→ EXERCISE OBJECTIVE
Check every line below, and copy those that include "building".

Dataset entries
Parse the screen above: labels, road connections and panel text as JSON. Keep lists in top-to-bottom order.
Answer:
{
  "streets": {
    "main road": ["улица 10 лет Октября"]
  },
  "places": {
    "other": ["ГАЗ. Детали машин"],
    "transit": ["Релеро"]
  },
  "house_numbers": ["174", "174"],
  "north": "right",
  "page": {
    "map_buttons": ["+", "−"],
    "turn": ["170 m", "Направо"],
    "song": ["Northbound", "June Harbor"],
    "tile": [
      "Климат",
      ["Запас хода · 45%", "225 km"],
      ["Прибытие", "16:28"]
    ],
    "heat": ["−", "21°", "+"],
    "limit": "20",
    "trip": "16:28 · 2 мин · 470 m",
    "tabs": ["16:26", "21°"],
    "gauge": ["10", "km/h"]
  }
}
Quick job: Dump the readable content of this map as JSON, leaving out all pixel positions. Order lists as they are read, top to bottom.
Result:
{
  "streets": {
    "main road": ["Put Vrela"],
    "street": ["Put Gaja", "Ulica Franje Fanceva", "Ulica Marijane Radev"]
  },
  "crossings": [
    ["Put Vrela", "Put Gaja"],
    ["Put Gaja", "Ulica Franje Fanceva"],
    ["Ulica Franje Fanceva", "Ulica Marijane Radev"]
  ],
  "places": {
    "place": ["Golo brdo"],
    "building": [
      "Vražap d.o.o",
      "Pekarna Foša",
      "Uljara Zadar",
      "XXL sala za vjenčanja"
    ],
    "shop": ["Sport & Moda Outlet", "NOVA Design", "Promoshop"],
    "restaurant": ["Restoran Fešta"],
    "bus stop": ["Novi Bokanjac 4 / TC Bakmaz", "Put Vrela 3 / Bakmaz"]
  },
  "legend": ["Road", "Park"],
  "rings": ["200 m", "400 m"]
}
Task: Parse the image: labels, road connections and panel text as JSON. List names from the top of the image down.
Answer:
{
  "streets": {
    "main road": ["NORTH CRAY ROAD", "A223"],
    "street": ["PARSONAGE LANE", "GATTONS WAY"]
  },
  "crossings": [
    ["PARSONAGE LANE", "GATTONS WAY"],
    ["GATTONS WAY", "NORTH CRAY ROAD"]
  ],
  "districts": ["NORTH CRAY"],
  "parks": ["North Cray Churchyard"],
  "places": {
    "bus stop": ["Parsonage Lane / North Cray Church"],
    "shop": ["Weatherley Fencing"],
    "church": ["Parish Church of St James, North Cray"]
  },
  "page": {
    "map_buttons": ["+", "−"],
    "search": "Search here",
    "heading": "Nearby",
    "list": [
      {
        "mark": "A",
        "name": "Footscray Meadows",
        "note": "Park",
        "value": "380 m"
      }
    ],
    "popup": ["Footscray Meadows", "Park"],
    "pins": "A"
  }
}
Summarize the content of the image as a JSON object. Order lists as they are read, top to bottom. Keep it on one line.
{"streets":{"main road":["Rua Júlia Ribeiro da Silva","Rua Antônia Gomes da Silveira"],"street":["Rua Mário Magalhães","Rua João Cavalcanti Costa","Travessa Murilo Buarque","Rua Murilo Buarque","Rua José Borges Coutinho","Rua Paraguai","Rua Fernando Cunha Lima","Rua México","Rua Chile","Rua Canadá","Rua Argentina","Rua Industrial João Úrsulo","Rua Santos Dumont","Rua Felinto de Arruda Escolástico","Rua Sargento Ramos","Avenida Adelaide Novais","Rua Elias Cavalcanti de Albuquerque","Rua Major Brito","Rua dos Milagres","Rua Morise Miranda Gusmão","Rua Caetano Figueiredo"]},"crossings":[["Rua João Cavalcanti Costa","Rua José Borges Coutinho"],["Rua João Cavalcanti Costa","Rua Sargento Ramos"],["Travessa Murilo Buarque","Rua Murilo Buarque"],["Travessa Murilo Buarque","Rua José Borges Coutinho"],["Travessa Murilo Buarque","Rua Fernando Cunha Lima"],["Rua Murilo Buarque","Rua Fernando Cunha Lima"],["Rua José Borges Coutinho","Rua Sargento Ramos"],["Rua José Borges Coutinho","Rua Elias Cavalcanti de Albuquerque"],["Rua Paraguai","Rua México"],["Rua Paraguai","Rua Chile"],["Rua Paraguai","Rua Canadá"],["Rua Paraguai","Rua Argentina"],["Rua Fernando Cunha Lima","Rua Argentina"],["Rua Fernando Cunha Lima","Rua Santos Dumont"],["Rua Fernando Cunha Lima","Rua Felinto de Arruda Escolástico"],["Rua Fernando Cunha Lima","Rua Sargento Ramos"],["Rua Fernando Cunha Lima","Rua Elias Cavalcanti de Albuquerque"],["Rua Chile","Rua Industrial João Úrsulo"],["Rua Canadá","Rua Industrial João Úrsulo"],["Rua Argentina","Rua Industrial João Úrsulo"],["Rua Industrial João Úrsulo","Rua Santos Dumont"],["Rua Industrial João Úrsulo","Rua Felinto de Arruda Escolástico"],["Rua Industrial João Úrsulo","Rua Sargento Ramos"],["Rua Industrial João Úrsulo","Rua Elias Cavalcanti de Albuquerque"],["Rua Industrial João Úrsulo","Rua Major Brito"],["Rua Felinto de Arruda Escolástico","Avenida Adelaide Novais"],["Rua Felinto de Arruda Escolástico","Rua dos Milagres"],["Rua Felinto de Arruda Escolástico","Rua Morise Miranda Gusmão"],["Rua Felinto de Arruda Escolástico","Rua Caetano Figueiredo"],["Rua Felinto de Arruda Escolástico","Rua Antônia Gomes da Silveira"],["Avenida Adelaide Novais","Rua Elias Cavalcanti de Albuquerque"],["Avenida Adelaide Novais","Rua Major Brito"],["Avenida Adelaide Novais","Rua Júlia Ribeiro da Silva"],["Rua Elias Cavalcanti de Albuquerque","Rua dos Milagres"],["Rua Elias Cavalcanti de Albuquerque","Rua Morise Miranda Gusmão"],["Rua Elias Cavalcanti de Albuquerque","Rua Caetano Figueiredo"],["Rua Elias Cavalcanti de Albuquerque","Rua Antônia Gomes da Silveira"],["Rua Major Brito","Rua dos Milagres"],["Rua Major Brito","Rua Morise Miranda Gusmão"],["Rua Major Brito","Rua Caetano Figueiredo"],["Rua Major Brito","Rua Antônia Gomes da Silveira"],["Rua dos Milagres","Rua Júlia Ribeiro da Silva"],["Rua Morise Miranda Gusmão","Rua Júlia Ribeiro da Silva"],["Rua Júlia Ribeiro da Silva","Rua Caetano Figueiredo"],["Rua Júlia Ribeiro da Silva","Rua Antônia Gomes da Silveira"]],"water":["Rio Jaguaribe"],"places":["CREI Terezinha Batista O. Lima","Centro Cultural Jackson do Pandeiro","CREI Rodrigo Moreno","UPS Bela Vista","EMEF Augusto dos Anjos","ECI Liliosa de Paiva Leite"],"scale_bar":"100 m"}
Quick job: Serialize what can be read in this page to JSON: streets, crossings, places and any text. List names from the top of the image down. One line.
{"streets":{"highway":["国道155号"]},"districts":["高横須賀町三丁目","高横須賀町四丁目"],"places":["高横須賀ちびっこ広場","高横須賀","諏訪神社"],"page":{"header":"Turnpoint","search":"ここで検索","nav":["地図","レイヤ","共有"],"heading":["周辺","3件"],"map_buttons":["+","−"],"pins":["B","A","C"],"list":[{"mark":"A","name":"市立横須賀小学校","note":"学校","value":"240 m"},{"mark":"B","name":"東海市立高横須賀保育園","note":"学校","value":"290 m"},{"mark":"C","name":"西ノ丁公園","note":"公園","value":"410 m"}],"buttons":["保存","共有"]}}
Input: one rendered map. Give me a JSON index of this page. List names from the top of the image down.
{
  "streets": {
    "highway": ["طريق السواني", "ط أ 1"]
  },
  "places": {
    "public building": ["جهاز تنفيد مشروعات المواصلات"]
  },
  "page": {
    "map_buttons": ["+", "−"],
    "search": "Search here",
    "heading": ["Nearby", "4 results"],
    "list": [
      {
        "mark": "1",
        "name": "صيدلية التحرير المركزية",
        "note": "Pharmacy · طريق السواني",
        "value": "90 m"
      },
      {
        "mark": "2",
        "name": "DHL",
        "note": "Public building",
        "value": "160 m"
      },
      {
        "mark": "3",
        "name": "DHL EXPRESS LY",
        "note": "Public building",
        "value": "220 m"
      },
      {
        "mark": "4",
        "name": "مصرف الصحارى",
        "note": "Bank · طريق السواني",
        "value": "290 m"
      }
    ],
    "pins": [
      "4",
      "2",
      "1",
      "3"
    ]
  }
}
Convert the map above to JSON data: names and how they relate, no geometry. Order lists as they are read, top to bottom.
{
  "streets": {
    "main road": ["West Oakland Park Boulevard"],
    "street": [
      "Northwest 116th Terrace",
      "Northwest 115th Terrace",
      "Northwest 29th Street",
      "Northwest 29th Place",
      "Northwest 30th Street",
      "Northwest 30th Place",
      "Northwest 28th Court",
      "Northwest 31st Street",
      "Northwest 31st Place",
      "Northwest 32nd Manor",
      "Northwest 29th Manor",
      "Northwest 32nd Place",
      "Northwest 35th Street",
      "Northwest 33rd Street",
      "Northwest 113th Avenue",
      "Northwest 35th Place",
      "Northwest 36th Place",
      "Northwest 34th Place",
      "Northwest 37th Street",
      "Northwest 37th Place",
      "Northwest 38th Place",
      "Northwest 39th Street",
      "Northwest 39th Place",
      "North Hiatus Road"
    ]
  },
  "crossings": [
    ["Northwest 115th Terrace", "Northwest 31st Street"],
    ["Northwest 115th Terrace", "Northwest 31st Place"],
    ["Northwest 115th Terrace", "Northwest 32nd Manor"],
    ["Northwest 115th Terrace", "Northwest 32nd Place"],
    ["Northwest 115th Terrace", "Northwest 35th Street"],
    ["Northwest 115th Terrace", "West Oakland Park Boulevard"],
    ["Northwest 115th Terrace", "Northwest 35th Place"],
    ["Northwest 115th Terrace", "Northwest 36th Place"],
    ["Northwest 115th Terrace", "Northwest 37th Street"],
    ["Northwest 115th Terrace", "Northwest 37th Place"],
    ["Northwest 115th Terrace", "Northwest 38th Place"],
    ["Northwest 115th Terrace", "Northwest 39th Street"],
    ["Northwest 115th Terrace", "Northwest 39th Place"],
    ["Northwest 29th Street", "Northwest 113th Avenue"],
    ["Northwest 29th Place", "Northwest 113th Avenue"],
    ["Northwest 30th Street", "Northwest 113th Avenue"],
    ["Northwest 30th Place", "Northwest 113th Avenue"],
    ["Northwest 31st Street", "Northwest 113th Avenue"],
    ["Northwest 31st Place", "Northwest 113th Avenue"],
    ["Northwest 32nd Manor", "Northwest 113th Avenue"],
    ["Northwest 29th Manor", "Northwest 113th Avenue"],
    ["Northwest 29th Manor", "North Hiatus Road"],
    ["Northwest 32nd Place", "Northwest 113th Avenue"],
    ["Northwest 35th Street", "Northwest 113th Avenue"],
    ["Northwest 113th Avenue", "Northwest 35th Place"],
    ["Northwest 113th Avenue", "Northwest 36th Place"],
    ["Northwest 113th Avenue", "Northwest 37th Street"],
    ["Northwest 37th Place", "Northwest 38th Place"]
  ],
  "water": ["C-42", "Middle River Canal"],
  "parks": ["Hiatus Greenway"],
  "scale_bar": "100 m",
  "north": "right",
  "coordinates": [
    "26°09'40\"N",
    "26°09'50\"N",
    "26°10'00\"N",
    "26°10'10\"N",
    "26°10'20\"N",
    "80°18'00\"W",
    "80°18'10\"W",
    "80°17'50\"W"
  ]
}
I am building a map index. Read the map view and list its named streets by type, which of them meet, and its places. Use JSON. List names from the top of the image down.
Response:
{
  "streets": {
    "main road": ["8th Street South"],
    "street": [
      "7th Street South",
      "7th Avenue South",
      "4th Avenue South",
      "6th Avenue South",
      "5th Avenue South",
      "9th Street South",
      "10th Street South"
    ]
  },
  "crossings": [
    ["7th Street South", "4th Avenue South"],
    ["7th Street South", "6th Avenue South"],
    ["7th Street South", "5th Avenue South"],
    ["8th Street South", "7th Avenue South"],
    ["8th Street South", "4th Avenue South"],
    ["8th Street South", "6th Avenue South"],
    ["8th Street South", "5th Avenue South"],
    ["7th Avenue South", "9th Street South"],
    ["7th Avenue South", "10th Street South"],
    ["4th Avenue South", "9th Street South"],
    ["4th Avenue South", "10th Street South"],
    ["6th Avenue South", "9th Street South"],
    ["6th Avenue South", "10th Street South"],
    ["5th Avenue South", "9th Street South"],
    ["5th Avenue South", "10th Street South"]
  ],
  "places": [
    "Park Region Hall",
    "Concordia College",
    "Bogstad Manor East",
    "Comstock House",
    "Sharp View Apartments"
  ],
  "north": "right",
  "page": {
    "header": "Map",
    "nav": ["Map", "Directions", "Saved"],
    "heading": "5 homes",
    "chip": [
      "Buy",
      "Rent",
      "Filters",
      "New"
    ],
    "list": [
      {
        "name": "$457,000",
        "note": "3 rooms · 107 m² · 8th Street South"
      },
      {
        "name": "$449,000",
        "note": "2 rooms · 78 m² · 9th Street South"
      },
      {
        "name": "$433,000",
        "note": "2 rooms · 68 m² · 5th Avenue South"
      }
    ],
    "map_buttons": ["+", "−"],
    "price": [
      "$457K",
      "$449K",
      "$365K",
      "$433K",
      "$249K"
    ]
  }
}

→ FINAL ANSWER
    "building": [
    "public building": ["جهاز تنفيد مشروعات المواصلات"]
        "note": "Public building",
        "note": "Public building",
I am building a map index. Read the map view and list its named streets by type, which of them meet, and its places. Use JSON. List names from the top of the image down.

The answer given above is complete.